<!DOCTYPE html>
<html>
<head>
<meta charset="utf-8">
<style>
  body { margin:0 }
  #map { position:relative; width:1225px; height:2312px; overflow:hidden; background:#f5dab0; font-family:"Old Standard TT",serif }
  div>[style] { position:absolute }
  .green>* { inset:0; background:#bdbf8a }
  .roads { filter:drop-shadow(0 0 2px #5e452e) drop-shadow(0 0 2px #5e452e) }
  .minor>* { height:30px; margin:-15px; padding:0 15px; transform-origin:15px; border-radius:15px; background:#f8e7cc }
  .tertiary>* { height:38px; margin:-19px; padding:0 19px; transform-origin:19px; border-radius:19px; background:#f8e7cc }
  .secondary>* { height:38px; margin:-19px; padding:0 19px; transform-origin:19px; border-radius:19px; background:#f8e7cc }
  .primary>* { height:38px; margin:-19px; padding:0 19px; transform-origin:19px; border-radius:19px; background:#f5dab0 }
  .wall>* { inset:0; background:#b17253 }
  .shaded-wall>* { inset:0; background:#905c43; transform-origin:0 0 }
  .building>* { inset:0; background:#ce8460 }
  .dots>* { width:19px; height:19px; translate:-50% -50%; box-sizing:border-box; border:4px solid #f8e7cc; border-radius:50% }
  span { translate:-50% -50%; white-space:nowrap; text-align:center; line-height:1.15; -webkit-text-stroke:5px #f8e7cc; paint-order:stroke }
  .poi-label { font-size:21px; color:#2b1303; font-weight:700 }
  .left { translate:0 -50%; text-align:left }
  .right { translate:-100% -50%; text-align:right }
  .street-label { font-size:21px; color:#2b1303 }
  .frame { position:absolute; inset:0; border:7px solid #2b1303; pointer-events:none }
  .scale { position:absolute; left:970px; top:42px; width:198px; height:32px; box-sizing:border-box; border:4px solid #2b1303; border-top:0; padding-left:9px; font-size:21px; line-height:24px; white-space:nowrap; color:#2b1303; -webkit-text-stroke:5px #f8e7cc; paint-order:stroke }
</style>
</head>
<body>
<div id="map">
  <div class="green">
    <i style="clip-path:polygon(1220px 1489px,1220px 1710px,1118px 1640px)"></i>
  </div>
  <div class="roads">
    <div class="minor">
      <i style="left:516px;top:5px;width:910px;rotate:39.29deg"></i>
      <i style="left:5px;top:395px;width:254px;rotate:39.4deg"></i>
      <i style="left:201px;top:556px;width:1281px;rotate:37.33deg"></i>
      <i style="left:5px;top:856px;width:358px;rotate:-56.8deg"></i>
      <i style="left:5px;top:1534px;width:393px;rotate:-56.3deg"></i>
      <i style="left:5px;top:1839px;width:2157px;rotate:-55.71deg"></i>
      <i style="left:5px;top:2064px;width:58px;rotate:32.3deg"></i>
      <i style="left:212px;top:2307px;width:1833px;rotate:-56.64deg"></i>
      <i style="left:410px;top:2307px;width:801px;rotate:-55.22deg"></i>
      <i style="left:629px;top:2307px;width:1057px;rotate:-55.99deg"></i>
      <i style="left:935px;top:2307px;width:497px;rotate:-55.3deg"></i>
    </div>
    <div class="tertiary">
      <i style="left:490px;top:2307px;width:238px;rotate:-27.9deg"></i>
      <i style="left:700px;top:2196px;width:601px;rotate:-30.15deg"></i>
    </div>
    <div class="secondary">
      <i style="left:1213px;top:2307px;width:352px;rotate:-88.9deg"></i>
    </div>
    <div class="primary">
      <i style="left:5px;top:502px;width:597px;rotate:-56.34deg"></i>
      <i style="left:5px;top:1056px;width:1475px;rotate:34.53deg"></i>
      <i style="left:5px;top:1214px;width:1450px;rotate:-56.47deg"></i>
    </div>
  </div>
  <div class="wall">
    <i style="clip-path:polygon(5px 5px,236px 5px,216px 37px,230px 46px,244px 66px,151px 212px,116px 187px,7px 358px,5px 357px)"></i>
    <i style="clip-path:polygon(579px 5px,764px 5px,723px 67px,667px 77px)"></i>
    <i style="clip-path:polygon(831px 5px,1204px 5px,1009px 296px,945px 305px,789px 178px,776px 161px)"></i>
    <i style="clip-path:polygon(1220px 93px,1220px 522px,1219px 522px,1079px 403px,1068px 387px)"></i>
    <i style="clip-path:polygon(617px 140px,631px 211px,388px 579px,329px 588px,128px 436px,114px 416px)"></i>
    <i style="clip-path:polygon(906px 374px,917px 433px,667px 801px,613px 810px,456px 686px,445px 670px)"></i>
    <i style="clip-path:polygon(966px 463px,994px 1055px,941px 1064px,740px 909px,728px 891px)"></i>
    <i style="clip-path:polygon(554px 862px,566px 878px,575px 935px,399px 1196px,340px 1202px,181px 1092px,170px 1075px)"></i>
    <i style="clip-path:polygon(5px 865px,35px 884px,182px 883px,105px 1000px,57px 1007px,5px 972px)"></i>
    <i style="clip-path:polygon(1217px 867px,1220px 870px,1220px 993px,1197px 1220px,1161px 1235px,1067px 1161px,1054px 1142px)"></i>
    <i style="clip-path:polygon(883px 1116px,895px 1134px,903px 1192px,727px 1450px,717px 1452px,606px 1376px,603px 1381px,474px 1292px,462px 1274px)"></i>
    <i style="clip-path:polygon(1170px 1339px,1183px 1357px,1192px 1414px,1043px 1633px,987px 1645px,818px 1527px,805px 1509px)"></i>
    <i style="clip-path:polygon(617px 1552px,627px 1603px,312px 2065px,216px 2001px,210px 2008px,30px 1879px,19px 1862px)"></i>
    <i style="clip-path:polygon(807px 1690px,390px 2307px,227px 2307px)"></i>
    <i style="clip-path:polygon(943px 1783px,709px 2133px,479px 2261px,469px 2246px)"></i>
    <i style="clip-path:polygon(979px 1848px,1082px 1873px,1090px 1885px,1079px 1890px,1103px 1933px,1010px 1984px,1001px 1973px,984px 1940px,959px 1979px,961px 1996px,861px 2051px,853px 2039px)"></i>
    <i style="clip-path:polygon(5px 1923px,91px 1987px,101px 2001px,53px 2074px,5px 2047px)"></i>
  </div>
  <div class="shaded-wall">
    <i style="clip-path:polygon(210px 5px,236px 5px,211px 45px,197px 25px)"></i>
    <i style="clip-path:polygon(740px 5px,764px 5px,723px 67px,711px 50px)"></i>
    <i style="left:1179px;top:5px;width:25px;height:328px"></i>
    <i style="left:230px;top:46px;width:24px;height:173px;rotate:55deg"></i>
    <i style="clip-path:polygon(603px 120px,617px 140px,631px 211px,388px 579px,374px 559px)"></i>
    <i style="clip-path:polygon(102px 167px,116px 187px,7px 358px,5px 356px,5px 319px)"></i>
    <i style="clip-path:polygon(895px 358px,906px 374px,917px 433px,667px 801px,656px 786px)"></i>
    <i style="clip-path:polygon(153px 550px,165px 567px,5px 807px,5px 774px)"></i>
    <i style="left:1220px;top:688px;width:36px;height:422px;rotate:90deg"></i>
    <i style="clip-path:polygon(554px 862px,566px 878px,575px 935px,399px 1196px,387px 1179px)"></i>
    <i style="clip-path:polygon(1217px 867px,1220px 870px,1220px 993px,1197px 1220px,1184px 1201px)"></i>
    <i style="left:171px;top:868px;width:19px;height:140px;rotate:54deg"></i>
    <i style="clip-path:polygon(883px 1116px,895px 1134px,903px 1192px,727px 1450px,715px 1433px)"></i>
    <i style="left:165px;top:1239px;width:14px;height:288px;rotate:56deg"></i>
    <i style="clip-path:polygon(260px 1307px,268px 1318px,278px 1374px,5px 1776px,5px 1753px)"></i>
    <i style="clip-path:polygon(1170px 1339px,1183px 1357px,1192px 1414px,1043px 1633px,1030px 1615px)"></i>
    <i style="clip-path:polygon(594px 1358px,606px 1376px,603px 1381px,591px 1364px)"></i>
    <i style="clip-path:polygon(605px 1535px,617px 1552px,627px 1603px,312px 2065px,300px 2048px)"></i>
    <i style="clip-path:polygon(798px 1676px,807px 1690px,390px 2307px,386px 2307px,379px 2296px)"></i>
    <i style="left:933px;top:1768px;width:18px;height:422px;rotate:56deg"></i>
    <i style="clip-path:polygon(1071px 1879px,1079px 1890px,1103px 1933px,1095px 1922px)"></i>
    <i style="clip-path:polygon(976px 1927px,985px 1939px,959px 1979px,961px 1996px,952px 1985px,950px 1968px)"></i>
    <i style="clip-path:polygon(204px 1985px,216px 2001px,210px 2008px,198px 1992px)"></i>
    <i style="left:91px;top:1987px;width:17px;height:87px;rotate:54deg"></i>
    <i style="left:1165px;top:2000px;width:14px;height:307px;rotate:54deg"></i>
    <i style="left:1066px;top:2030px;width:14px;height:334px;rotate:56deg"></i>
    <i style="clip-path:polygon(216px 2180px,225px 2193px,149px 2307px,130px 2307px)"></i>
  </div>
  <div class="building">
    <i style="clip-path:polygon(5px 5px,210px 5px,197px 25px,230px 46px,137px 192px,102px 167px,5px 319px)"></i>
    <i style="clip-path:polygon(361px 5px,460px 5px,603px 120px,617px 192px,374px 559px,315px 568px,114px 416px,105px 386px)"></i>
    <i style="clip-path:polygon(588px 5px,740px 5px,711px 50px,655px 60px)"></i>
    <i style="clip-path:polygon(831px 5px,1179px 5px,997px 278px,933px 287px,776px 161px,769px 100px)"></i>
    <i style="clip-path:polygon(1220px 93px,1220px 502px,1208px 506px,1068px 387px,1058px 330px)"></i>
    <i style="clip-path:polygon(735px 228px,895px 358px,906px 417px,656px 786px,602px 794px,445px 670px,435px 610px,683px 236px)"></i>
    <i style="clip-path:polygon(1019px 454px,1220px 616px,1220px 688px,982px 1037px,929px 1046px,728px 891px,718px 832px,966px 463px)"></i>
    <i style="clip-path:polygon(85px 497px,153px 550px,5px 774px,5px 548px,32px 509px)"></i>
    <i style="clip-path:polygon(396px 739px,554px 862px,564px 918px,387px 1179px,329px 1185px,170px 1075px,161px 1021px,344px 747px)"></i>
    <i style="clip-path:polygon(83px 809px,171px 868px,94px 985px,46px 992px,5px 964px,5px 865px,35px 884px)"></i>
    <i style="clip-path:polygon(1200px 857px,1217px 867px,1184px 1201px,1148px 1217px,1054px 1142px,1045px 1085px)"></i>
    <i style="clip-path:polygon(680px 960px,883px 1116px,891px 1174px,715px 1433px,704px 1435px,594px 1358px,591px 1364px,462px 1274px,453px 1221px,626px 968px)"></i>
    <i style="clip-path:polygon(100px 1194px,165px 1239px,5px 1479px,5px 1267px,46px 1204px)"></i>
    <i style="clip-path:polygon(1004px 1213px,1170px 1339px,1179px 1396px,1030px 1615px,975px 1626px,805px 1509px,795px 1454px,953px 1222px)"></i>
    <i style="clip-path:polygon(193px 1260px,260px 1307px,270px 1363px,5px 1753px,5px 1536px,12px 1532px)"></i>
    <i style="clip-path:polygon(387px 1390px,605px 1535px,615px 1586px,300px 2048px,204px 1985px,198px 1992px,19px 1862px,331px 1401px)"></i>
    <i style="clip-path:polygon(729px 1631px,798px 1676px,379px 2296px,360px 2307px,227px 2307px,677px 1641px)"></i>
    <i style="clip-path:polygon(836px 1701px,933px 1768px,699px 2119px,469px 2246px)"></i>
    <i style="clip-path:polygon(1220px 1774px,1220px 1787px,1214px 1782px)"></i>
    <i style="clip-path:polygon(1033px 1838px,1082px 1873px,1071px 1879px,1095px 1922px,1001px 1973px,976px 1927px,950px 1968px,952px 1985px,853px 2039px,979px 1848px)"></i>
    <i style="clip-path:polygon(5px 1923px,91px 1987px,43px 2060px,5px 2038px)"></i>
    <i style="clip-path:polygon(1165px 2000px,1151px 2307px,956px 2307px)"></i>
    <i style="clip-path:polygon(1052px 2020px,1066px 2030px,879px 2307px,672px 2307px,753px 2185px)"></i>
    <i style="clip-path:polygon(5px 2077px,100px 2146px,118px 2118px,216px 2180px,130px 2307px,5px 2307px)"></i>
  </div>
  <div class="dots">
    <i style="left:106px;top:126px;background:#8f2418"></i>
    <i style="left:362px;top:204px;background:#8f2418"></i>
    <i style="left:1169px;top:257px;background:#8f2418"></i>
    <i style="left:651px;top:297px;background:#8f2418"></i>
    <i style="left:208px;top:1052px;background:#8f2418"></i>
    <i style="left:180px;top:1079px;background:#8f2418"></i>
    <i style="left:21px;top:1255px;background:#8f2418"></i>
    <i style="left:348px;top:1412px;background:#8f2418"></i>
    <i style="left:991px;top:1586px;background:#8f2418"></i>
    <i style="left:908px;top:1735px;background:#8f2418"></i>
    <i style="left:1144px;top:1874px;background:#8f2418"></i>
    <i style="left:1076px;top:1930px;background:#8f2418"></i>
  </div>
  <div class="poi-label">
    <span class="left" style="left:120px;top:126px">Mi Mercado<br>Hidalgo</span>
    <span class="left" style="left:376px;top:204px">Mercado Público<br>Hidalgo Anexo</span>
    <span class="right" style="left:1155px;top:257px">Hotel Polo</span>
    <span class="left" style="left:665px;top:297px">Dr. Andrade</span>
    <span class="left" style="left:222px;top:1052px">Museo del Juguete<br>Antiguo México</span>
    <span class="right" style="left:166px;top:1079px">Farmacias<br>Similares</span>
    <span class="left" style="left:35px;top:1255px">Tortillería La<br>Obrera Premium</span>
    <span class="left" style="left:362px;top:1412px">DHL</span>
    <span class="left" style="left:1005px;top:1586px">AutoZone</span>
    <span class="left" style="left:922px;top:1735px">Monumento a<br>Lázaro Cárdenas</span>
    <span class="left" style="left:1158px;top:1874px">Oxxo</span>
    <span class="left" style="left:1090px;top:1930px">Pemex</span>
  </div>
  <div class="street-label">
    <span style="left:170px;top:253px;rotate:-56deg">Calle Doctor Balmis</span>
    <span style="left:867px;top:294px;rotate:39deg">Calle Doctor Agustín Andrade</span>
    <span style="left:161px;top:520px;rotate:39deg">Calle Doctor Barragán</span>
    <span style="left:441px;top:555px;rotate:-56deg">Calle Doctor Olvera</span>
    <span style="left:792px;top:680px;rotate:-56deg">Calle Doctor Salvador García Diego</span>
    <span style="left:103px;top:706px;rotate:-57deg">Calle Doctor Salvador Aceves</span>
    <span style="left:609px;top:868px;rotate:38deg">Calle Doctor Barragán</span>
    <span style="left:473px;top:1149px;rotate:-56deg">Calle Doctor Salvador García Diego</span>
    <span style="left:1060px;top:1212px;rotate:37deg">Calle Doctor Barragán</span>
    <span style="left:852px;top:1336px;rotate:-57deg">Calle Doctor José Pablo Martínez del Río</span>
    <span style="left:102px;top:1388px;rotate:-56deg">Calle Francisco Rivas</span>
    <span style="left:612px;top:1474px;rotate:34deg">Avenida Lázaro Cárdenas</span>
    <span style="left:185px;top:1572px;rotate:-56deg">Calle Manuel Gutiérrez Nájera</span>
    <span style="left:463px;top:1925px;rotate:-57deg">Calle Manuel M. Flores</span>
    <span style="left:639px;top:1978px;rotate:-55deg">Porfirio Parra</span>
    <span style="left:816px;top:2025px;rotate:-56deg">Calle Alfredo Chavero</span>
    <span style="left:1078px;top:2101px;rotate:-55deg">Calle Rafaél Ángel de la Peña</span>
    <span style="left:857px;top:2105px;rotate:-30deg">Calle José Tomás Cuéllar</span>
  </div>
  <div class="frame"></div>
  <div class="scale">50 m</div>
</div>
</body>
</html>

### Exercise directions
Set down exactly the lines that begin the records and continue through the line bearing "filter:drop-shadow(0 0 2px"; include both ends.

### Answer box
<!DOCTYPE html>
<html>
<head>
<meta charset="utf-8">
<style>
  body { margin:0 }
  #map { position:relative; width:1225px; height:2312px; overflow:hidden; background:#f5dab0; font-family:"Old Standard TT",serif }
  div>[style] { position:absolute }
  .green>* { inset:0; background:#bdbf8a }
  .roads { filter:drop-shadow(0 0 2px #5e452e) drop-shadow(0 0 2px #5e452e) }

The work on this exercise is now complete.